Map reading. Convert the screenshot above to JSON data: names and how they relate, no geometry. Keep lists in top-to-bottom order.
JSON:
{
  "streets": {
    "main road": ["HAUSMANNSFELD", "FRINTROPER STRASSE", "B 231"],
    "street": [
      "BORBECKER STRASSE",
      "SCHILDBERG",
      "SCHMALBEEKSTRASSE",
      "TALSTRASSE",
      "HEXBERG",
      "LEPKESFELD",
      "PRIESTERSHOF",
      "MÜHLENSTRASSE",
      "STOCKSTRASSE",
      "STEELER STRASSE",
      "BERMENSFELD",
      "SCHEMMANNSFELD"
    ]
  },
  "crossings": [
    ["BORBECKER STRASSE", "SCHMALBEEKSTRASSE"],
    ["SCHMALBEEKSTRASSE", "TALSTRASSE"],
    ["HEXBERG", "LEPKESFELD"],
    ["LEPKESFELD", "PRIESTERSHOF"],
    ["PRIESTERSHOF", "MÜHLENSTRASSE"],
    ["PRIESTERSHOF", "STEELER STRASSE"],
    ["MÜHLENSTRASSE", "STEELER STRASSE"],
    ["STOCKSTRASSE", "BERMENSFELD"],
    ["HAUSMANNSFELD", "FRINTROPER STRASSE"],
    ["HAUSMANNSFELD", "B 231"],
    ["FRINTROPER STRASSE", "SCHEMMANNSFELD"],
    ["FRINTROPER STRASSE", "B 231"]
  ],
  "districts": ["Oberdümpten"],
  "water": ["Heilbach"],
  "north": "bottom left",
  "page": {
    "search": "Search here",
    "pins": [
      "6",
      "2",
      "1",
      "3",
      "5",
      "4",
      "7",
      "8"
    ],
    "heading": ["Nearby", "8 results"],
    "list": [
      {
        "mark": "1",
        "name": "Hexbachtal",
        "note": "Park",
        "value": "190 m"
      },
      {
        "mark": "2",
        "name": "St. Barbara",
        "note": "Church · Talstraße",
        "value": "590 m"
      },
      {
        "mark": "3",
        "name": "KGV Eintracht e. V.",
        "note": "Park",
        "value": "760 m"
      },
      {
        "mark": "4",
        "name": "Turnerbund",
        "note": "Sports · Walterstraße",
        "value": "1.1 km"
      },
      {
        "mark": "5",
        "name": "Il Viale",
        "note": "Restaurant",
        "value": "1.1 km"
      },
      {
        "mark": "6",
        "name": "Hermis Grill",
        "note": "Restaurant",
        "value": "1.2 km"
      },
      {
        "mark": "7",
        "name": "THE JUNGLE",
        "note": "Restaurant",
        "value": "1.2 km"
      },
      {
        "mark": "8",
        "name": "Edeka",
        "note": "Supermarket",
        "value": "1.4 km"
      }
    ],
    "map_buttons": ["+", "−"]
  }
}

----

Read through the records above and copy the lines that contain "TALSTRASSE".

      "TALSTRASSE",
    ["SCHMALBEEKSTRASSE", "TALSTRASSE"],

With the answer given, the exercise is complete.